Theatrum Artis Scribendi is a book about calligraphy by Jodocus Hondius. The first edition was published in Amsterdam in 1594; a second edition was published in 1614 by his son-in-law, Johannes Janssonius.

Translated from Latin, the title of the book is Theatre of the Art of Writing. It is an anthology of handwriting specimens by Solomon Henrix, Jan van de Velde the Elder, Felix van Sambix, Ludovico Curione, M. Martin, Jean de Beauchesne, Jacobus Houthusius, Pieter Goos the Elder, Jacomina Hondius, Peter Bales, and Hondius himself.
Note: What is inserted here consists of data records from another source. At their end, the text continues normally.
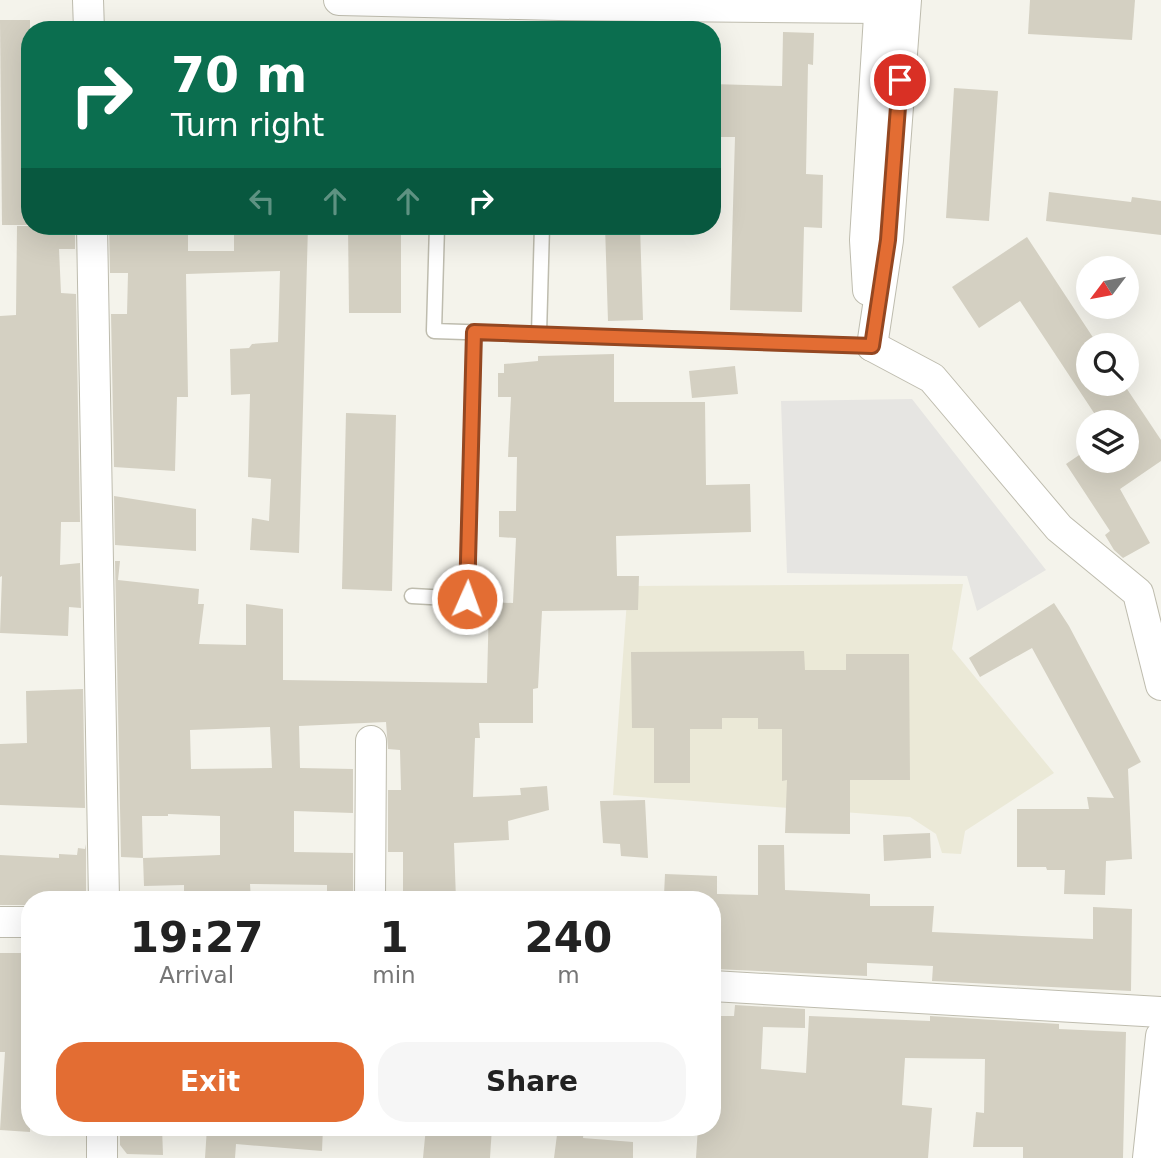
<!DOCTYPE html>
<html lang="en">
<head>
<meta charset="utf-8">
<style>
	:root { --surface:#fff; --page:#f6f6f6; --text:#222; --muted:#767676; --accent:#e36d33 }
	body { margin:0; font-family:"DejaVu Sans",sans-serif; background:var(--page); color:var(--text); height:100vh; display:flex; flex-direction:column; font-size:26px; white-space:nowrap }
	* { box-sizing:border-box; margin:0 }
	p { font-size:23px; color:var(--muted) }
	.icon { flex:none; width:38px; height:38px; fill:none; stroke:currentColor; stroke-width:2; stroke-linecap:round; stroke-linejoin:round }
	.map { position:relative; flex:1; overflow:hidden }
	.side { position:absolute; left:21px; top:891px; width:700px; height:245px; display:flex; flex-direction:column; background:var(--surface); border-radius:28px; box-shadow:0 7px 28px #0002 }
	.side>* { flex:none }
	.banner { position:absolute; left:21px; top:21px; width:700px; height:214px; border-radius:28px; box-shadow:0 7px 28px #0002; background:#0b6e4f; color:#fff; overflow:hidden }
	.needle { width:46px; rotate:238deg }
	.buttons { position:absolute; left:1076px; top:256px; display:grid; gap:14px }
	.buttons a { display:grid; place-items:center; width:63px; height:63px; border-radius:50%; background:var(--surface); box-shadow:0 7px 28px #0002; font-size:35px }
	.pin { position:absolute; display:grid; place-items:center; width:60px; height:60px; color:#fff; margin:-30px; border:4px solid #fff; border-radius:50%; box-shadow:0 2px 7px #0007 }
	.me { position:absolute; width:77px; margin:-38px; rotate:2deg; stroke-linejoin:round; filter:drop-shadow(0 0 5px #0008) }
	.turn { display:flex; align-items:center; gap:24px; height:147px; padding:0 35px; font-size:32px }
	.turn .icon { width:91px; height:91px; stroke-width:2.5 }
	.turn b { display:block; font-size:49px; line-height:60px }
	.lanes { display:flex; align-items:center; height:66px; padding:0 35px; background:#0003; justify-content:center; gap:35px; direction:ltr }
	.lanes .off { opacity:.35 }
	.eta { display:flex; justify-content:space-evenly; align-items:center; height:119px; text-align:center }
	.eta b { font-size:42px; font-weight:700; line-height:49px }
	.primary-button { display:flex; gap:14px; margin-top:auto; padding:14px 35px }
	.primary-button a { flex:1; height:80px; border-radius:28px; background:var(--accent); color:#fff; font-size:28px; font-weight:700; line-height:80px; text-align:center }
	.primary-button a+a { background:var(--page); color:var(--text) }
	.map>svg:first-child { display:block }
	.education { fill:#ebe9d7 }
	.parking { fill:#e6e5e2 }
	.building { fill:#d4d0c2; fill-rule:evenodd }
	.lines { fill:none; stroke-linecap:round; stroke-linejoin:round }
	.service-casing { stroke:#bebcae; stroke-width:17 }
	.minor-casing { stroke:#bebcae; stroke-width:32 }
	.service { stroke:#fff; stroke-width:14 }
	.minor { stroke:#fff; stroke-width:30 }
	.route-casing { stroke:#944721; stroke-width:18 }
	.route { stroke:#e36d33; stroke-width:12 }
</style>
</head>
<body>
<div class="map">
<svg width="1161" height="1158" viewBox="0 0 1161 1158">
	<rect width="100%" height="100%" fill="#f4f3eb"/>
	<polygon class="education" points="963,584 952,649 1054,773 965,831 961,854 942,853 936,834 910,817 613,795 628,586"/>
	<polygon class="parking" points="912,399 1046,570 977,611 967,576 787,573 781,401"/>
	<g class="building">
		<polygon points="1030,0 1135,0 1132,40 1028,34"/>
		<polygon points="0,20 30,20 30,225 2,225"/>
		<polygon points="783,32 814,33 813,65 808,64 806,174 823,175 822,228 804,227 802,312 730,310 735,137 712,137 712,84 782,86"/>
		<polygon points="954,88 998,91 989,221 946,218"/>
		<polygon points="1049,192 1131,202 1132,197 1161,201 1161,235 1046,221"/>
		<polygon points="17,226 75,226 75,249 59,249 61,293 76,294 80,522 61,522 60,565 80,563 81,608 69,607 68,636 0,633 2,576 0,577 0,316 16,315"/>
		<polygon points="109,226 188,226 188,251 234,251 234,226 308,226 299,553 250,550 252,518 269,521 271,479 248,477 250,394 231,395 230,349 249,348 252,344 278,342 280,271 186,274 188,397 177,397 175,471 114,467 111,314 127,314 128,273 110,273"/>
		<polygon points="348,226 401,226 401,313 349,313"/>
		<polygon points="605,226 640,226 643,320 608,321"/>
		<polygon points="1027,237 1098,345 1088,345 1088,383 1123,383 1161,440 1161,461 1120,489 1150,543 1123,558 1114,550 1105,535 1110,531 1066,464 1088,449 1088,460 1127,460 1127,422 1100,422 1020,301 979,328 952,287"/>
		<path d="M614 354V402H705L706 485 750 484 751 532 616 536 617 576H639L638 610 542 611 538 688 533 689V723H479L480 738H475L473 797 521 795 520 788 547 786 549 810 508 821 509 840 454 843 456 900H403V852H388V790H401L400 750 388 749 386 722 299 726 300 768 353 769V813L294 811V852L353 853V894H327V885L250 884 251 900H184V885L144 886 143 858 121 857 115 561H120L118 580 199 589 198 604H204L199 644 246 645V604L283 609V680L487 683 489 602 513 603 516 538 499 537V511H516L517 457H508L511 397H498V373H504V364L538 361V356ZM270 727 272 768 191 769 190 730ZM168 814 220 816V855L143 858 142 816H168Z"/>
		<polygon points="735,366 738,394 692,398 689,371"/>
		<polygon points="346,413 396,415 392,591 342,589"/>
		<polygon points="114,496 196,509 196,551 115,545"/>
		<polygon points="1054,603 1069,626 1141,762 1128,769 1132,859 1106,861 1105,895 1064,894 1065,870 1047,870 1046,867 1017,867 1017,809 1089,809 1087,797 1114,798 1032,648 980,677 969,658"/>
		<polygon points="804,651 805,670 846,670 846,654 909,654 910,780 850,780 850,834 785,833 787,780 782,781 782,729 758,729 758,718 722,718 722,729 690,729 690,783 654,783 654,728 632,728 631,652"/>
		<polygon points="83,689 85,808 0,805 0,744 27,743 26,691"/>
		<polygon points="645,800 648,858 621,856 620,844 603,843 600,801"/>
		<polygon points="930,833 931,858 884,861 883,835"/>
		<polygon points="86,844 86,900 30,900 30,905 0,905 0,855 59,858 59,854 77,855 78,848 85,849"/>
		<polygon points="758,845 784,845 785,890 870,894 870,906 934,906 932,932 1093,939 1093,907 1132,909 1131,991 932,981 933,966 867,963 867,976 715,969 715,953 712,953 712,900 672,900 672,895 664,895 665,874 717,876 717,894 758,895"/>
		<polygon points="0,953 30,953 30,1132 0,1130 5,1052 0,1052"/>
		<polygon points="735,1005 805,1009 805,1028 763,1027 761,1069 806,1073 809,1016 930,1021 930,1016 1059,1024 1059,1029 1126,1032 1123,1158 1023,1158 1023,1147 973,1147 976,1112 984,1113 985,1059 905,1058 902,1105 932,1108 928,1158 696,1158 698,1127 712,1127 712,1016 734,1016"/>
		<polygon points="120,1127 162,1127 163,1155 127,1154 120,1145"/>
		<polygon points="207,1127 323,1127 322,1151 236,1144 235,1158 205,1158"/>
		<polygon points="426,1127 492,1127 490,1158 423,1158"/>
		<polygon points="558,1127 584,1127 583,1138 633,1142 633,1158 554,1158"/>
	</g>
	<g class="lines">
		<g class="service-casing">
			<g id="service">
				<polyline points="437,226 434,331 872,346"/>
				<polyline points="539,334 542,226"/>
				<polyline points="412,596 467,599 474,332"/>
			</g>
		</g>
		<g class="minor-casing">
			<g id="minor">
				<polyline points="88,0 89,30"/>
				<polyline points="339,0 559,5 880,8"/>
				<polyline points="92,226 104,900"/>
				<polyline points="868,290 865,240 880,0"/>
				<polyline points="872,346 932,378 1059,528 1138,593 1161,685"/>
				<polyline points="872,346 888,240 906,0"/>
				<polyline points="370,900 371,741"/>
				<polyline points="0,922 30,922"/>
				<polyline points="712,986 1161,1012"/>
				<polyline points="102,1158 102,1127"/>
				<polyline points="1148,1158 1161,1036"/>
			</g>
		</g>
		<use href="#service" class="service"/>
		<use href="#minor" class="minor"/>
	</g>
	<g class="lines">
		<g class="route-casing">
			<polyline id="route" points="467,599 474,332 872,346 888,240 900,80"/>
		</g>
		<use href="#route" class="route"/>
	</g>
</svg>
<div class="buttons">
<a><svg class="needle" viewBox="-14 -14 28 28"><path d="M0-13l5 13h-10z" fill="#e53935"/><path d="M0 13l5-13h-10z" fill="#767676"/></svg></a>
<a><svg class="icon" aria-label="search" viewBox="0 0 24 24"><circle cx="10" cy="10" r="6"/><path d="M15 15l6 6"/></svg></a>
<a><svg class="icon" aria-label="layers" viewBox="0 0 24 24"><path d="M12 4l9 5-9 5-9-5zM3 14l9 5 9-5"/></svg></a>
</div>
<div class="pin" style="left:900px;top:80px;background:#d93025"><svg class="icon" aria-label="arrive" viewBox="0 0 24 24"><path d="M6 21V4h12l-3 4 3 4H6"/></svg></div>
<svg class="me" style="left:467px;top:599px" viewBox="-20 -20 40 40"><circle r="17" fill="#e36d33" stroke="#fff" stroke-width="3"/><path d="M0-11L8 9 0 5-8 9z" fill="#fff"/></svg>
<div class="banner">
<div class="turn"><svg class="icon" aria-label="right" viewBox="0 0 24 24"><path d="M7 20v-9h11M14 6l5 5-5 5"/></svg><div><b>70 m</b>Turn right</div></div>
<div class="lanes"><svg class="icon off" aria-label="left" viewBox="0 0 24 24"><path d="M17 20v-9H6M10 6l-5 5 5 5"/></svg><svg class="icon off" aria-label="ahead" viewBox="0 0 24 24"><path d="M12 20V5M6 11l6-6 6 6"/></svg><svg class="icon off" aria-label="ahead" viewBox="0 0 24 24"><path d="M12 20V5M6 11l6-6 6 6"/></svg><svg class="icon" aria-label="right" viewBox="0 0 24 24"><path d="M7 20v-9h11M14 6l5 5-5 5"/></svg></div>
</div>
<section class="side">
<div class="eta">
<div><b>19:27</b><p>Arrival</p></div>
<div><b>1</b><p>min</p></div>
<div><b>240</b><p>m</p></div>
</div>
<div class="primary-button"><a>Exit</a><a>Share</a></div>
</section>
</div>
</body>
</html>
The book opens with a monumental title page, followed by a four-page typeset instruction in the art of writing. After this a series of 42 copperplate engravings is presented, including specimens in roman, italic, blackletter, Hebrew, and Ancient Greek fonts, in nine different languages. Each specimen is framed by ornate grotesque cartouche. All plates were engraved by Hondius, who included signatures on the pages that show calligraphy invented by other artists.

A facsimile, limited to 300 copies, was published in 1969 by Miland Publishers of the Netherlands. The facsimile was printed by N. Miedema and Co. of Leeuwarden and bound by Van Rijmenam N.V. in The Hague.